» Work to complete: Copy whichever lines of the data hold the word "stream".

» Saved data entries:
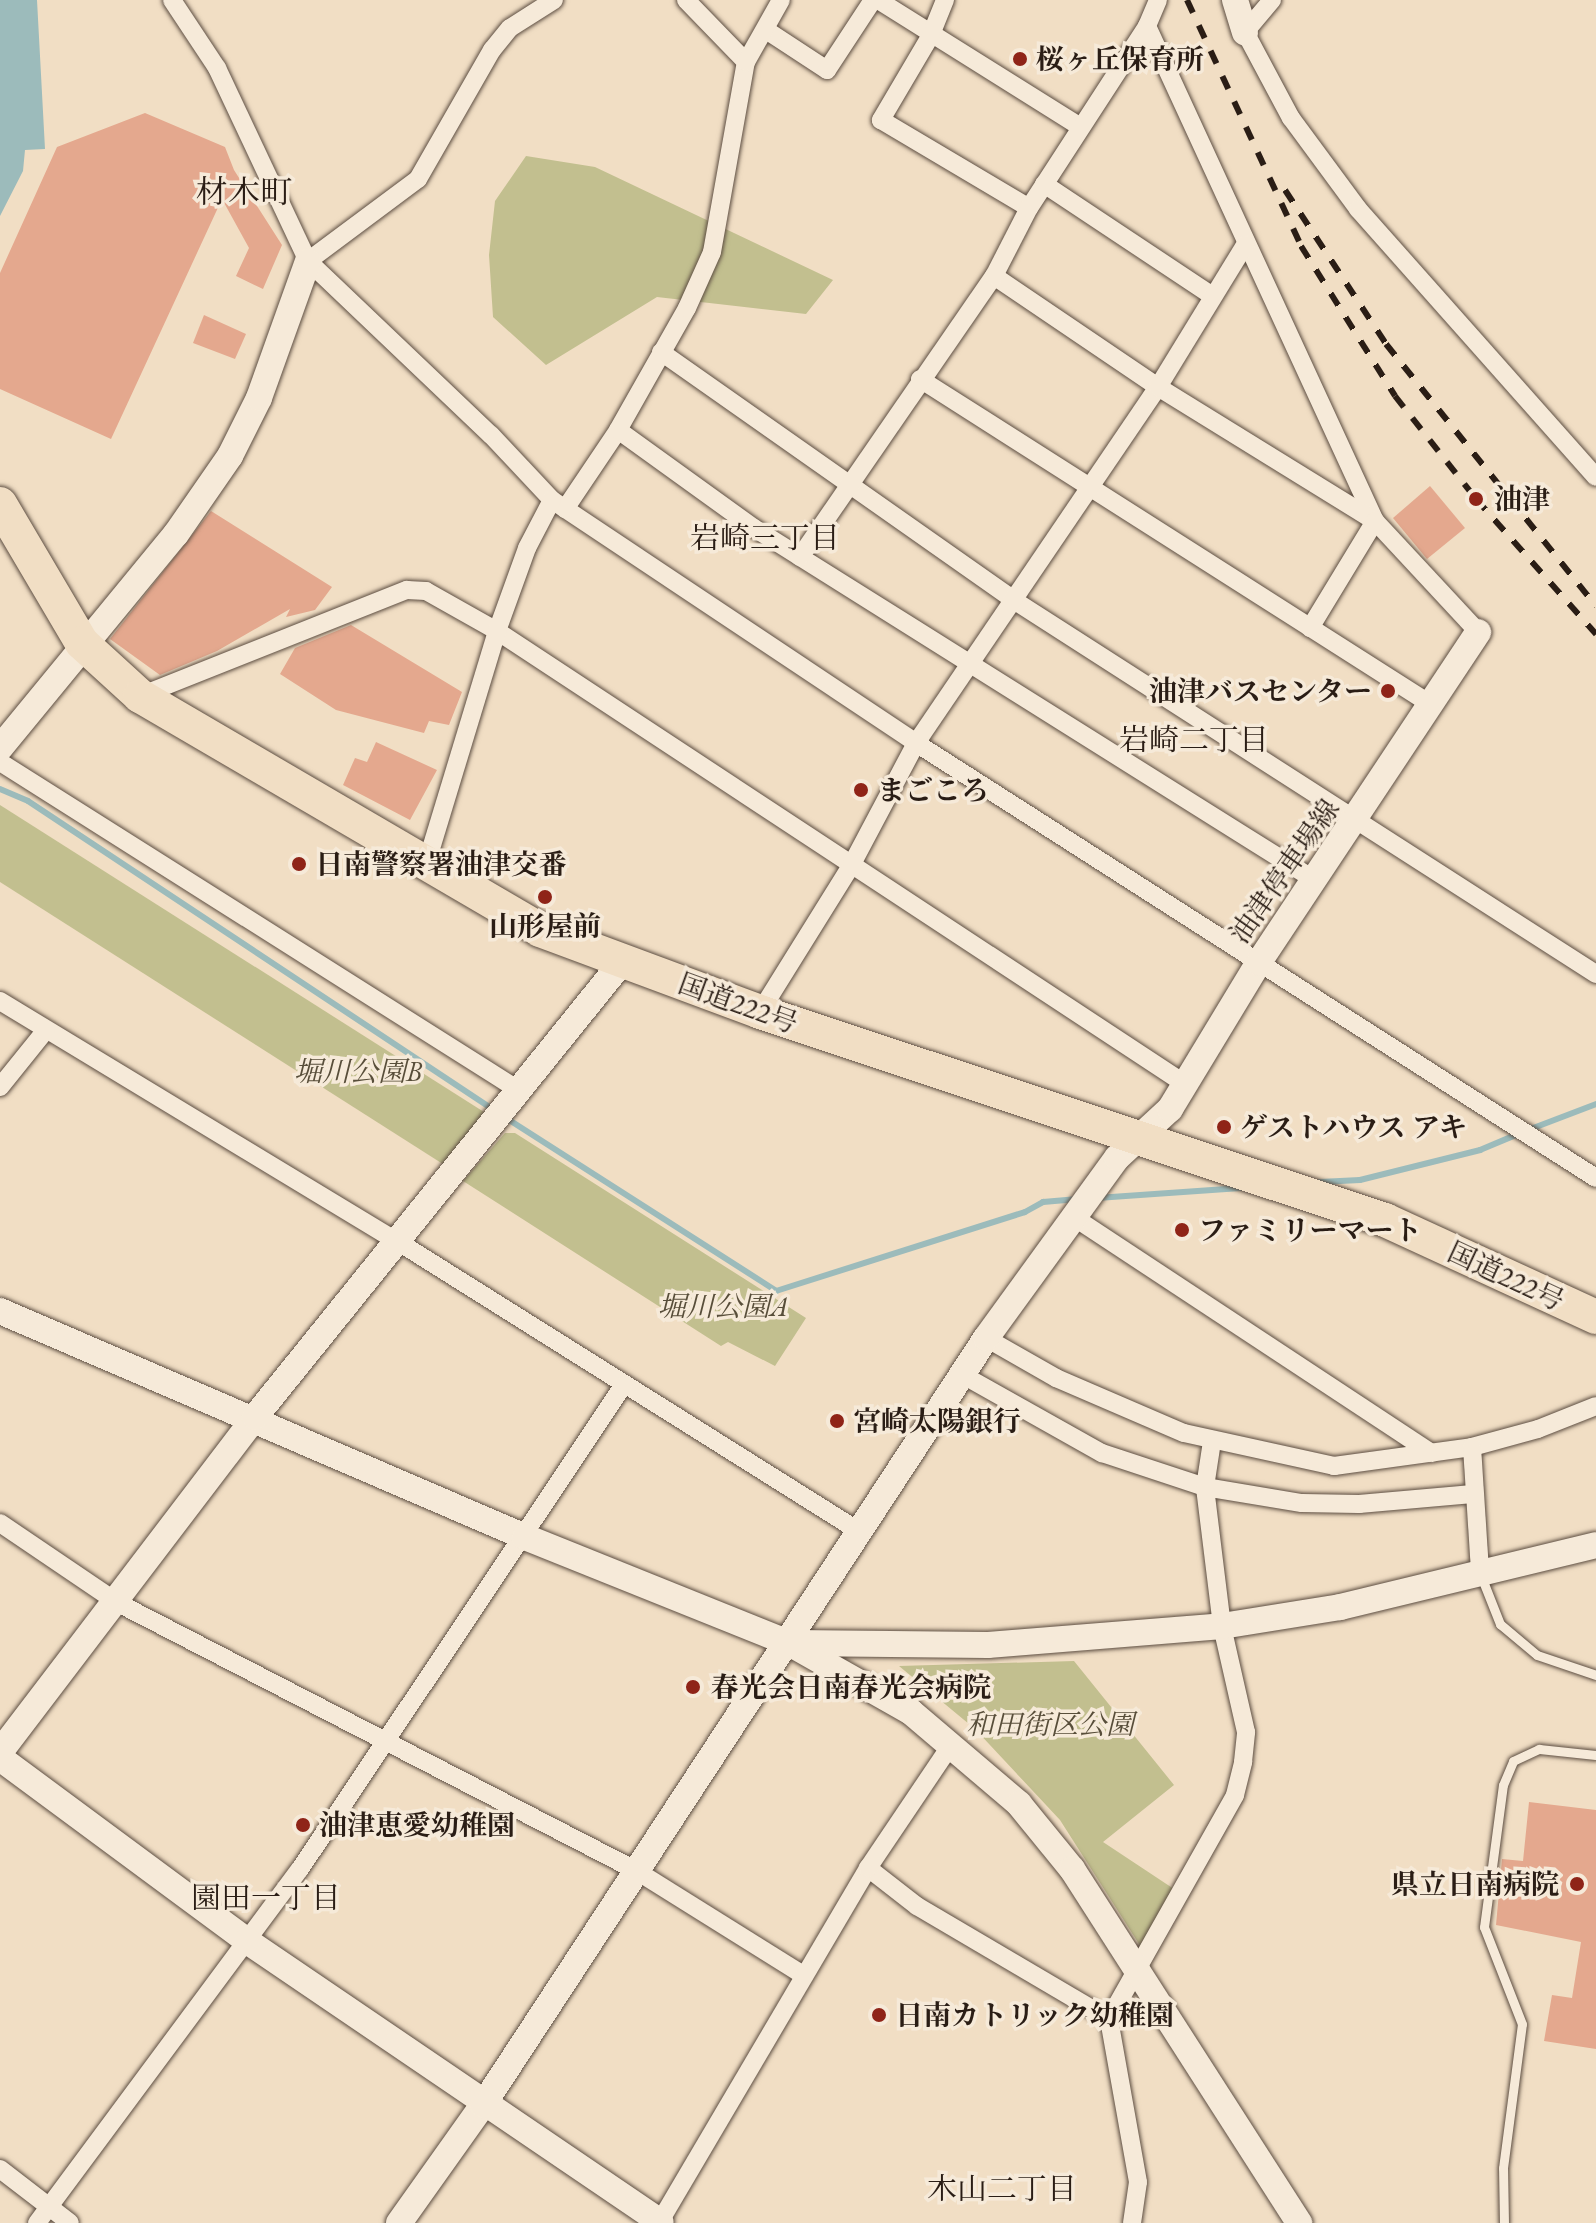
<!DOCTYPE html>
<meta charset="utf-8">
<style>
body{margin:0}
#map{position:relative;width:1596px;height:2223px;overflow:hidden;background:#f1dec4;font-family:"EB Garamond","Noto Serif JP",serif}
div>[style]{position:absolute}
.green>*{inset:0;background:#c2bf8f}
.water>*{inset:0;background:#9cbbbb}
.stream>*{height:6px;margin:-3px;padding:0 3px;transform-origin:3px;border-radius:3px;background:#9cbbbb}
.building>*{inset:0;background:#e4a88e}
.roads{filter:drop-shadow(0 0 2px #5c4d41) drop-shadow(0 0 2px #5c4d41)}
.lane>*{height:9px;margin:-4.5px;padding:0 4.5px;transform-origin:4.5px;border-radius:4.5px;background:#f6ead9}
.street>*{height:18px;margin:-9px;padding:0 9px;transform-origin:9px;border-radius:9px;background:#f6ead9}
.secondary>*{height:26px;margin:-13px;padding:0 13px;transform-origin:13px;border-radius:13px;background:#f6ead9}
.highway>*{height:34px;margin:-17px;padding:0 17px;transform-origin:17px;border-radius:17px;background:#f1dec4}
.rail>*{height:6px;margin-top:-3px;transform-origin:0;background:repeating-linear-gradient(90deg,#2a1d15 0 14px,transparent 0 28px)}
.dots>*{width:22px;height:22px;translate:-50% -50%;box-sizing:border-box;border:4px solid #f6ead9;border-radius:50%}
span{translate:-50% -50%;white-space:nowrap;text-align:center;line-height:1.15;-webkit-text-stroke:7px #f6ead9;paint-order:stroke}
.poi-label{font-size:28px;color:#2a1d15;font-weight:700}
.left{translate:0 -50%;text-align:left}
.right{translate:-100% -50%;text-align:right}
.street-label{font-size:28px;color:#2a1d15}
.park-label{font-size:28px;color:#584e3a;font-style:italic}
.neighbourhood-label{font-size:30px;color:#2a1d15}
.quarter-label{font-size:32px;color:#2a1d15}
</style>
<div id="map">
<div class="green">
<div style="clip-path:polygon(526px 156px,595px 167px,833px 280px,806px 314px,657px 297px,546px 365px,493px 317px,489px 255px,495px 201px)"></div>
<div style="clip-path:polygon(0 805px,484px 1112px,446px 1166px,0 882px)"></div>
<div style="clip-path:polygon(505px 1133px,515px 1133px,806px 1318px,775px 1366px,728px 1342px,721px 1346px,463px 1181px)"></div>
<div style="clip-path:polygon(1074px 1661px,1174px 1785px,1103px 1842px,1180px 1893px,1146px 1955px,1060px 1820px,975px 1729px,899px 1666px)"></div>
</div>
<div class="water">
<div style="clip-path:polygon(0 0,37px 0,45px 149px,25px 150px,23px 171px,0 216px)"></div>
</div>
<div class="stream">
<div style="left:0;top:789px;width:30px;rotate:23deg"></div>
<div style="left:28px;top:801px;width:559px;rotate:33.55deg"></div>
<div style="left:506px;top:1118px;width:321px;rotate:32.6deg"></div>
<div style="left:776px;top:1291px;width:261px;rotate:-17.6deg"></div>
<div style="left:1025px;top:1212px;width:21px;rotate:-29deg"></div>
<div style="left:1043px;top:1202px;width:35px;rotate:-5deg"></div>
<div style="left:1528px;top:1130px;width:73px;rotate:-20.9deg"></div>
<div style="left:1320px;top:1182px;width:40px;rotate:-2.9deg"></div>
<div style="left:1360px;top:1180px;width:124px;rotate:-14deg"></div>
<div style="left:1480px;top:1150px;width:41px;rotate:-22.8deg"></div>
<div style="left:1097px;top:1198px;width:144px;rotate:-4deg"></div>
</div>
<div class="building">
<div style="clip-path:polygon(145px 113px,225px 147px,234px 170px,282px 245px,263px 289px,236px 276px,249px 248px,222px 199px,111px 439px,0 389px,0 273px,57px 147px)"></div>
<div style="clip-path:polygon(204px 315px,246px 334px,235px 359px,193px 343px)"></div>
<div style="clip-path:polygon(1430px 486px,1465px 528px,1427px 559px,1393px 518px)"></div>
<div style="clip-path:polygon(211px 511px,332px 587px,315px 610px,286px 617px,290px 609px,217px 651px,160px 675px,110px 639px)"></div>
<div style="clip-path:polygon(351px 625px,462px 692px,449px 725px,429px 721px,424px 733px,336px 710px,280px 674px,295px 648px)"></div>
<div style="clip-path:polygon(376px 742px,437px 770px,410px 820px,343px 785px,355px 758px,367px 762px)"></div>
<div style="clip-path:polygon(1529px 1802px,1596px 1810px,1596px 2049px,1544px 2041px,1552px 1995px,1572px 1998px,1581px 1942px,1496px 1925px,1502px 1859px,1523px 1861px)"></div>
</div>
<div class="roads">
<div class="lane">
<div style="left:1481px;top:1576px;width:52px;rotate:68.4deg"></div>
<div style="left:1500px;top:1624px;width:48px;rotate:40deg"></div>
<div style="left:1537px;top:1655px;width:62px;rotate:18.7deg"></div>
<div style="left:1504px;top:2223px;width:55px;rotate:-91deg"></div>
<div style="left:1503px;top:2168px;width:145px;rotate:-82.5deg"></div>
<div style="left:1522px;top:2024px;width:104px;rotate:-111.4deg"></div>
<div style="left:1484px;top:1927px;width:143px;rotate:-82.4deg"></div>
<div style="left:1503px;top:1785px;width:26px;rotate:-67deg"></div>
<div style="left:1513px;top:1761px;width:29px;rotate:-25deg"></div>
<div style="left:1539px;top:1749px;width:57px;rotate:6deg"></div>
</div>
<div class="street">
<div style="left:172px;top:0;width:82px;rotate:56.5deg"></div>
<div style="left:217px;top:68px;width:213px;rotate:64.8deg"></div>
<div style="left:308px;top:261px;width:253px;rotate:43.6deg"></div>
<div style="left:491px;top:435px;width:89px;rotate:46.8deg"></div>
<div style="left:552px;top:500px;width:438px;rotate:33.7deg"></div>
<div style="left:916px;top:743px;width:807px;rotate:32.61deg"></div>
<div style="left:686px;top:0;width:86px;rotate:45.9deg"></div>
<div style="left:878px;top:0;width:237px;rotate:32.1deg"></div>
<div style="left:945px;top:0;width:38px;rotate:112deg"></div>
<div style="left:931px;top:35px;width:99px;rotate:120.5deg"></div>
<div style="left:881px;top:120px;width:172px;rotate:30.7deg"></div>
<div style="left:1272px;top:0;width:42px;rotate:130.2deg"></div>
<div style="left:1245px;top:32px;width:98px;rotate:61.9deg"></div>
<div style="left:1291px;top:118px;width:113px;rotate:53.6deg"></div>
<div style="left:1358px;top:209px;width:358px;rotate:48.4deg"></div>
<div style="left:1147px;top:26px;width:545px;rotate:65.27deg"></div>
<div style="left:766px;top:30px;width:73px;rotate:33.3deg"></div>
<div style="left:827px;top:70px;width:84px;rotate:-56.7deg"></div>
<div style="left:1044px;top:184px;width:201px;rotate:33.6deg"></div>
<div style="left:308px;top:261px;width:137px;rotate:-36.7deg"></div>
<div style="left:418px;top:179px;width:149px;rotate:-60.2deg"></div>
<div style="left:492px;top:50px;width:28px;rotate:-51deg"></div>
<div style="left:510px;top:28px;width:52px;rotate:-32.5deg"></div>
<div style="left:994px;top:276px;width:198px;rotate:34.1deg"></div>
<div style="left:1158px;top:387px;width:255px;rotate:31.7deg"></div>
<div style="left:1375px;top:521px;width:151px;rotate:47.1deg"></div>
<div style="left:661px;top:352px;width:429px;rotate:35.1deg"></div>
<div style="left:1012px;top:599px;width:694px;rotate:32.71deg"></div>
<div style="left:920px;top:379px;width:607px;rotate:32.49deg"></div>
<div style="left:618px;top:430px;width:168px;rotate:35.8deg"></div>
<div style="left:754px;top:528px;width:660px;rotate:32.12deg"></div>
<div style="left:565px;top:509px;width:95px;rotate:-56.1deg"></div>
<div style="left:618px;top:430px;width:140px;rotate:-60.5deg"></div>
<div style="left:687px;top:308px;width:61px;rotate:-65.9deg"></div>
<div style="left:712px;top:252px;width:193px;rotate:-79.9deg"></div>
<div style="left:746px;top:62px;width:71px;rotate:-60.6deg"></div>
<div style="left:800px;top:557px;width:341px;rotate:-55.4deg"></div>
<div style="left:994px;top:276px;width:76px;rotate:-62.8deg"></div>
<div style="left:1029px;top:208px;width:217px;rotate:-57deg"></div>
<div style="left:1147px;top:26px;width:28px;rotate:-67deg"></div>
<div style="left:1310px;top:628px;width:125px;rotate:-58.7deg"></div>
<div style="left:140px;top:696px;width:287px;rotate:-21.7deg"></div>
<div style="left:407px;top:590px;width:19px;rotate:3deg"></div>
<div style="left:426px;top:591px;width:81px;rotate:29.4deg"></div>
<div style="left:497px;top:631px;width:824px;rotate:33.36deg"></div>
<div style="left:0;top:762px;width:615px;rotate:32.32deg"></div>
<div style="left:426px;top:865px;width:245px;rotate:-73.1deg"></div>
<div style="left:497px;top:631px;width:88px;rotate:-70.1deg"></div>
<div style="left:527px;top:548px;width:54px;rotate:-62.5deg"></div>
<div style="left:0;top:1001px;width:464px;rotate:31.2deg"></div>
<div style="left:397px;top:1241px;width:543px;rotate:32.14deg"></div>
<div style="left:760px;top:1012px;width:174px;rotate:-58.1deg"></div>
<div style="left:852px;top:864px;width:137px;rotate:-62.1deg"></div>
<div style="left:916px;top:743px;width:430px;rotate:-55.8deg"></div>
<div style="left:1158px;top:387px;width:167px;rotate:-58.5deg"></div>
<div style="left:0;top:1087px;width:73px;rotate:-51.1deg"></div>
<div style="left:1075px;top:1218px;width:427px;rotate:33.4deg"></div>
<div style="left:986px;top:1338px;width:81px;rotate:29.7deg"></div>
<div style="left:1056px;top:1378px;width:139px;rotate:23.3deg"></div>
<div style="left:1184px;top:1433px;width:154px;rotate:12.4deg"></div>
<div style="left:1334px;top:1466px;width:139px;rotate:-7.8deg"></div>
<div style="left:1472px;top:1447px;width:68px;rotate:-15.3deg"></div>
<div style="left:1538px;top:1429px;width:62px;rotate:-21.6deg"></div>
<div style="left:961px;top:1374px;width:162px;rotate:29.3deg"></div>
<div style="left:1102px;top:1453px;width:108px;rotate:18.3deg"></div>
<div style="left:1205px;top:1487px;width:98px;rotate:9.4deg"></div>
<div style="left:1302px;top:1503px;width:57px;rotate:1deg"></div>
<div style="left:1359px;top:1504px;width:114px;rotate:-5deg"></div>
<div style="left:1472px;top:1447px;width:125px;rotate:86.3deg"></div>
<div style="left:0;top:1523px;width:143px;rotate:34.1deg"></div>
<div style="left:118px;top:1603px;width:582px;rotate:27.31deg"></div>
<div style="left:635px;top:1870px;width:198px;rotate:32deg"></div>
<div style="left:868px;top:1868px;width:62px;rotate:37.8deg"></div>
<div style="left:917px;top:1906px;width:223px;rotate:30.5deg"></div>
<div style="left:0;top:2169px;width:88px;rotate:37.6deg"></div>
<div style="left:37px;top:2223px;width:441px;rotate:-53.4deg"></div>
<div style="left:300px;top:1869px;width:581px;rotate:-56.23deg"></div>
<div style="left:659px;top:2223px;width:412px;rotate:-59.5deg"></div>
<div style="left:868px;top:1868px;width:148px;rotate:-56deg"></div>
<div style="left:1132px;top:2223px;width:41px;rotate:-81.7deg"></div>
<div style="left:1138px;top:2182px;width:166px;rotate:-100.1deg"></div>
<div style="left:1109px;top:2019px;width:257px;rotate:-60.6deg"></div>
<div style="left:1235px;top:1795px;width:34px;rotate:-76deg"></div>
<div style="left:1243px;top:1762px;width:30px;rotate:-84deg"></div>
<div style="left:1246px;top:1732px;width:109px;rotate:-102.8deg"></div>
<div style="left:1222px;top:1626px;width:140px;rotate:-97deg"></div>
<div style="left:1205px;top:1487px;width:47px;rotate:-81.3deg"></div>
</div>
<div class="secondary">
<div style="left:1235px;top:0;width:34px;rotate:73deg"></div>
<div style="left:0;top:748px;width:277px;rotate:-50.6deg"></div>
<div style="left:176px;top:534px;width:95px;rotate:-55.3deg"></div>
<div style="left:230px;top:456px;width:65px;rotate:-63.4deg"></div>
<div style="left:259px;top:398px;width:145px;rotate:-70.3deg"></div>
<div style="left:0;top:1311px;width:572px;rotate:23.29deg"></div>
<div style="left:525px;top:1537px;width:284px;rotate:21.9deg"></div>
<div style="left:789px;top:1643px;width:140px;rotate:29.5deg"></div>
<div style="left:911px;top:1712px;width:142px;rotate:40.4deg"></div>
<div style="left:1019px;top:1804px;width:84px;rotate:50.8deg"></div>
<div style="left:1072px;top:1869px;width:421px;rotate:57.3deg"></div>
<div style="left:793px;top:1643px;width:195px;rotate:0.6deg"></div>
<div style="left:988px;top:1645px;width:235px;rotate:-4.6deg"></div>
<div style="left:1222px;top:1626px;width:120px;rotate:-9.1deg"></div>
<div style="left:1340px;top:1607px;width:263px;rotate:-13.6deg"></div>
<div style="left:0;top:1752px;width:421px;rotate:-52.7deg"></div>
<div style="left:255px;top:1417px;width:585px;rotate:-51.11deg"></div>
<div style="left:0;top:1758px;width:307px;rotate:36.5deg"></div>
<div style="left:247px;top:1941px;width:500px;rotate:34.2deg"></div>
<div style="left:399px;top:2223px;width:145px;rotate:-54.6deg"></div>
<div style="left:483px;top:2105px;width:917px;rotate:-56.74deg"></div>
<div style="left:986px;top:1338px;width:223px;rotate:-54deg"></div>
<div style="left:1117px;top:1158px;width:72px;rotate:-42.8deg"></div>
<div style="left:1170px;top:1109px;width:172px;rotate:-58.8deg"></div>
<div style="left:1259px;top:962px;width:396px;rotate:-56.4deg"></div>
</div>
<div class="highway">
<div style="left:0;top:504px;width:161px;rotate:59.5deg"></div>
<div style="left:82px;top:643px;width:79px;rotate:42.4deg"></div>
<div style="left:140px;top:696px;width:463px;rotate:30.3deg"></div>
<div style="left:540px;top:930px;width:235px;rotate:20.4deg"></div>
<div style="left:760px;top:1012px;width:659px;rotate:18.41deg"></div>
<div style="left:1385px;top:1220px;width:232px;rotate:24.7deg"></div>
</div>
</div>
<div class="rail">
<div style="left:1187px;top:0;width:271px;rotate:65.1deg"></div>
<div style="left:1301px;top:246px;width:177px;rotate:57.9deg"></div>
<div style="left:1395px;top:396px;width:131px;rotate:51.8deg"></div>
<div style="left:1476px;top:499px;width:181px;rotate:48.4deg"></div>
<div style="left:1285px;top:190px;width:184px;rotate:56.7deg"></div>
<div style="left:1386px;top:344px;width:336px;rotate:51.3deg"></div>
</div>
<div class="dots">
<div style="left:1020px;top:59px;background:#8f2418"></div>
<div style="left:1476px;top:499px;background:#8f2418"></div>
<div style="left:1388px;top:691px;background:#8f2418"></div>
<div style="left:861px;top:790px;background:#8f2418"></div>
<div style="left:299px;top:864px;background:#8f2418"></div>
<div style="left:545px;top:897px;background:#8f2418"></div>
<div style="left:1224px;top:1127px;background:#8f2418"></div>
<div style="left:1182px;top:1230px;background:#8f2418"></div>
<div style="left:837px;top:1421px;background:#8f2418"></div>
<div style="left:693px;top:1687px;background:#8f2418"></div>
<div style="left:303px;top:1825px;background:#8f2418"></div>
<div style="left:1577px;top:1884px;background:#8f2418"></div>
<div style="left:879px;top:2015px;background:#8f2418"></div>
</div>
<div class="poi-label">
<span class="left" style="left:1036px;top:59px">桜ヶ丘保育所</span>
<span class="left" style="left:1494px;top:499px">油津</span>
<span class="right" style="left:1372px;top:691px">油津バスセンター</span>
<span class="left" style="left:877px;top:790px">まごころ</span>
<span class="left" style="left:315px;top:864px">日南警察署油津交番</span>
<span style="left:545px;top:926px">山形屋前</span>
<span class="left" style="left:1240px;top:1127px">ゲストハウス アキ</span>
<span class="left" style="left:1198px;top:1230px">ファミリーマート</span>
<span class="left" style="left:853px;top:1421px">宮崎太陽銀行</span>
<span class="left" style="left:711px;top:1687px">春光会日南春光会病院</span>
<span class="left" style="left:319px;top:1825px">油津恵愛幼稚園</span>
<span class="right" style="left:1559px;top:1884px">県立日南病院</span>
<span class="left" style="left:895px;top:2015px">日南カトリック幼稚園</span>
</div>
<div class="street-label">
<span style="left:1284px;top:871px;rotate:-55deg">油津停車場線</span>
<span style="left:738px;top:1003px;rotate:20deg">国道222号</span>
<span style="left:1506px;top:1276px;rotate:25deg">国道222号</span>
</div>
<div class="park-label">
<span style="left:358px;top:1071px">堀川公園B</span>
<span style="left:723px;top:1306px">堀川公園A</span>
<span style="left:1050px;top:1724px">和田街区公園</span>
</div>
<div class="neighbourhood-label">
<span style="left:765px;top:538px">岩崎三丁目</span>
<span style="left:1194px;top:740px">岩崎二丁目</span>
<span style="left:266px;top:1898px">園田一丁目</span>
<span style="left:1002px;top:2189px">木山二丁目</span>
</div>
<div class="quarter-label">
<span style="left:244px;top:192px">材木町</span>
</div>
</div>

» Task response:
.stream>*{height:6px;margin:-3px;padding:0 3px;transform-origin:3px;border-radius:3px;background:#9cbbbb}
<div class="stream">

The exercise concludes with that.